In 2018, I had the privilege of serving as a juror for the Frontier Art Prize, which honored artists whose work embodied a pioneering spirit and addressed global challenges. That year the recipient was Tavares Strachan, an artist born in the Bahamas in 1979. From the moment I met him, I was struck by his capacity for world-building. I was particularly intrigued by the project he led with children in the Bahamas which connected imagination, research, and community. In many ways, the prize foreshadowed the expansive vision realized in his current exhibition, The Day Tomorrow Began, at the Los Angeles County Museum of Art.

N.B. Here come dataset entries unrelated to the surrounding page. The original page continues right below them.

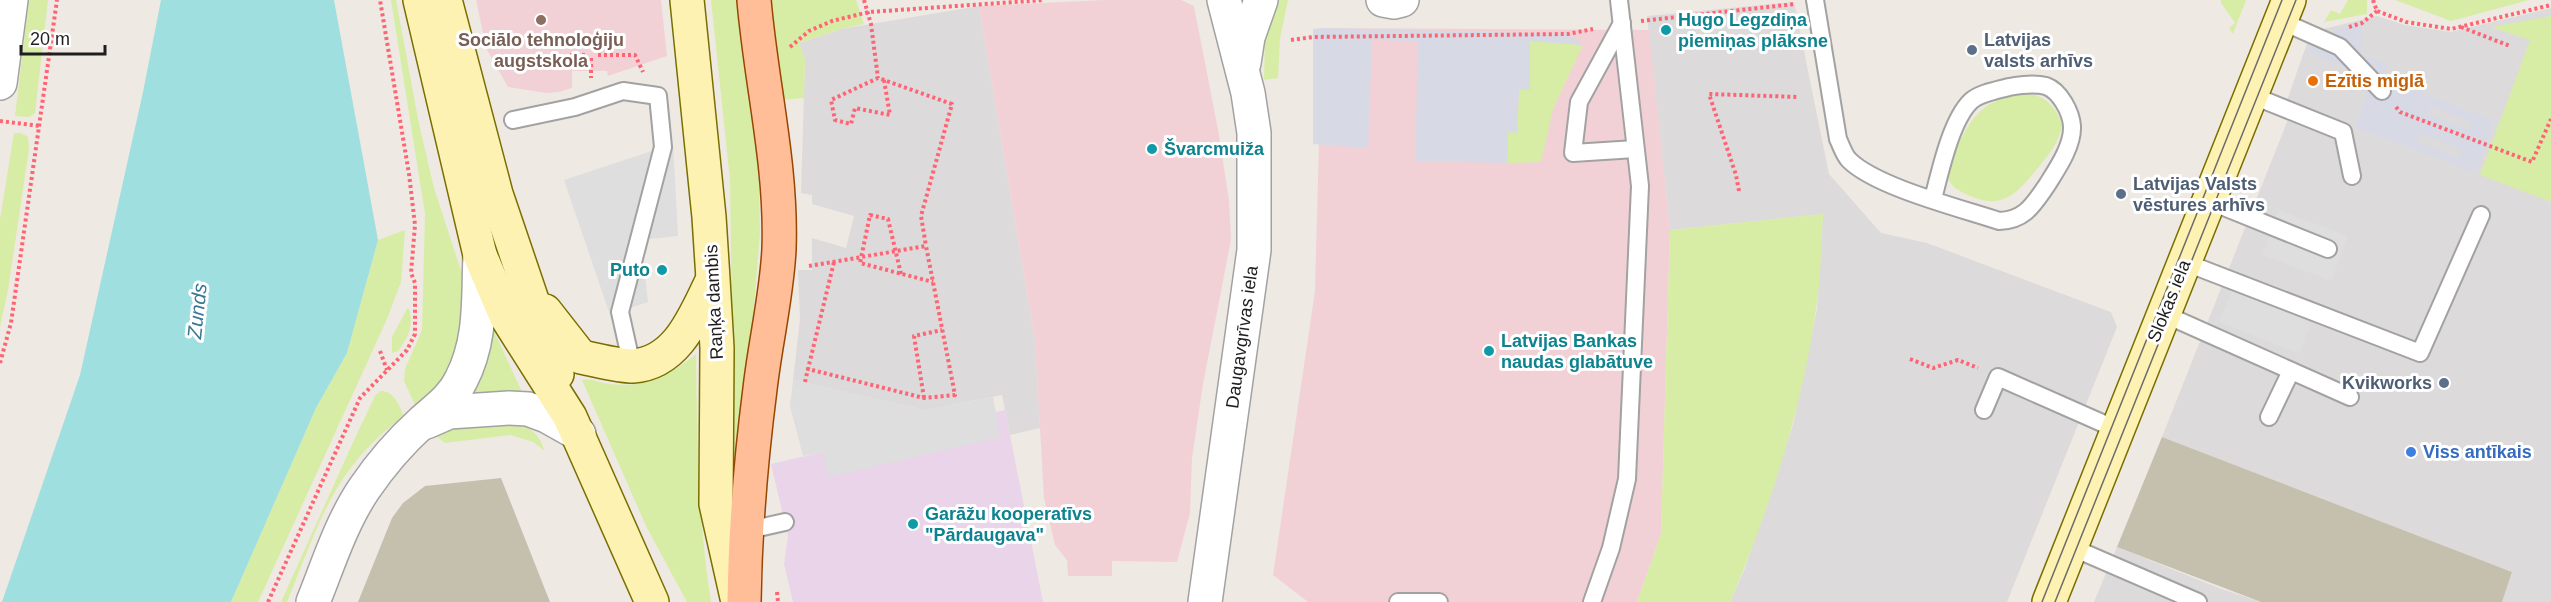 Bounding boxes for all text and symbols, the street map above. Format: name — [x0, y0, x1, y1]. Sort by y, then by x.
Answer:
place label: Hugo Legzdiņa piemiņas plāksne — [1678, 10, 1828, 51]
marker: Sociālo tehnoloģiju augstskola — [534, 13, 548, 27]
scale bar — [21, 18, 105, 56]
marker: Hugo Legzdiņa piemiņas plāksne — [1659, 23, 1673, 37]
text: 20 m — [30, 29, 70, 49]
place label: Sociālo tehnoloģiju augstskola — [458, 30, 624, 71]
place label: Latvijas valsts arhīvs — [1984, 30, 2093, 71]
marker: Latvijas valsts arhīvs — [1965, 43, 1979, 57]
place label: Ezītis miglā — [2325, 71, 2425, 91]
marker: Ezītis miglā — [2306, 74, 2320, 88]
place label: Švarcmuiža — [1164, 138, 1265, 159]
marker: Švarcmuiža — [1145, 142, 1159, 156]
place label: Latvijas Valsts vēstures arhīvs — [2133, 174, 2265, 215]
marker: Latvijas Valsts vēstures arhīvs — [2114, 187, 2128, 201]
street label: Raņķa dambis — [701, 244, 727, 360]
street label: Slokas iela — [2143, 256, 2195, 345]
place label: Puto — [610, 260, 650, 280]
marker: Puto — [655, 263, 669, 277]
street label: Daugavgrīvas iela — [1222, 263, 1262, 410]
water label: Zunds — [183, 282, 211, 341]
place label: Latvijas Bankas naudas glabātuve — [1501, 331, 1653, 372]
marker: Latvijas Bankas naudas glabātuve — [1482, 344, 1496, 358]
place label: Kvikworks — [2342, 373, 2432, 393]
marker: Kvikworks — [2437, 376, 2451, 390]
place label: Viss antīkais — [2423, 442, 2532, 462]
marker: Viss antīkais — [2404, 445, 2418, 459]
place label: Garāžu kooperatīvs "Pārdaugava" — [925, 504, 1092, 545]
marker: Garāžu kooperatīvs "Pārdaugava" — [906, 517, 920, 531] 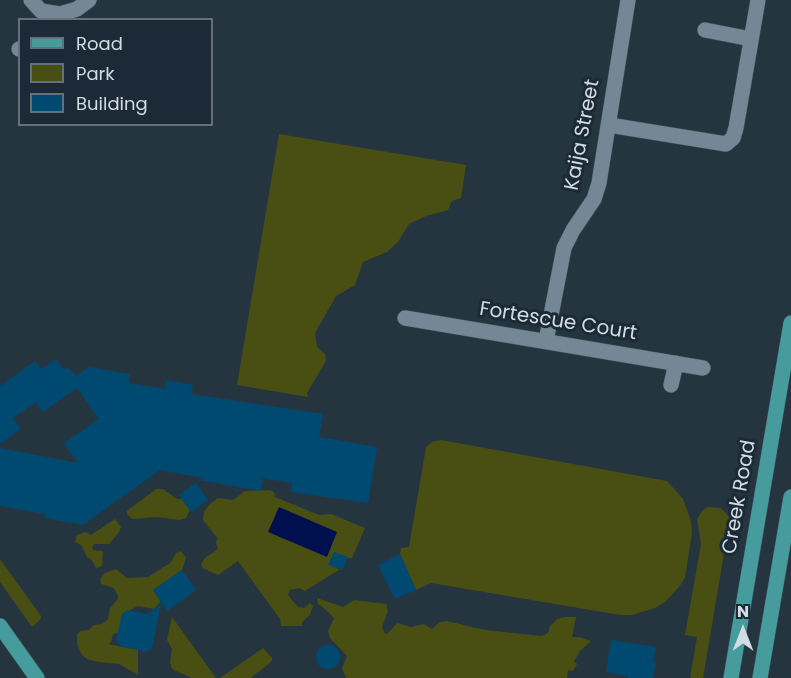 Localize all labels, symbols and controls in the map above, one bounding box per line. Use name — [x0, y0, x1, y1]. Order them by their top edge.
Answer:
legend — [18, 18, 213, 126]
text: Road — [76, 31, 123, 56]
text: Park — [76, 61, 115, 86]
street label: Kaija Street — [560, 77, 606, 193]
text: Building — [76, 91, 148, 116]
street label: Fortescue Court — [478, 298, 638, 346]
street label: Creek Road — [718, 438, 762, 556]
north arrow — [713, 600, 773, 660]
text: N — [737, 600, 749, 623] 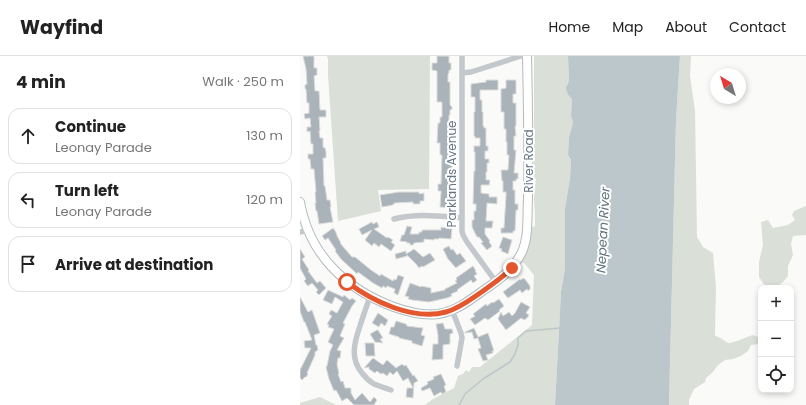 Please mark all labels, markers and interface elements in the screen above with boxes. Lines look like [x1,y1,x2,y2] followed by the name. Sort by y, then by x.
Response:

The exhibition presents more than twenty works, including the evocative Six Thousand Years series, which documents thousands of forgotten or overlooked people, events, and stories. Across sculpture, painting, text, and music, Strachan creates immersive environments that blend everyday spaces with surreal landscapes. These works excavate histories often omitted from mainstream narratives, particularly those of the Black diaspora, inviting viewers to reconsider how we see, record, and honor the past. Investigating astronomy, climatology, and other scientific fields, Strachan tells stories of cultural displacement and societal change.
Science is both Strachan’s medium and subject. The Bahamas Air and Sea Exploration Center, which Strachan founded in 2008, exemplifies this approach on a community scale. It connects children to visiting artists and scientists through hands-on research—an early iteration of the investigative methods and environmental storytelling realized in Six Thousand Years.
Visitors to the exhibition, curated by Diana Nawi, encounter spaces where history, science, and artistic experimentation converge, experiences that challenge perception and spark curiosity. The Day Tomorrow Began affirms the spirit once celebrated by the Frontier Art Prize: a vision of interdisciplinary creativity and the power of art and science to illuminate histories, communities, and possibilities often overlooked.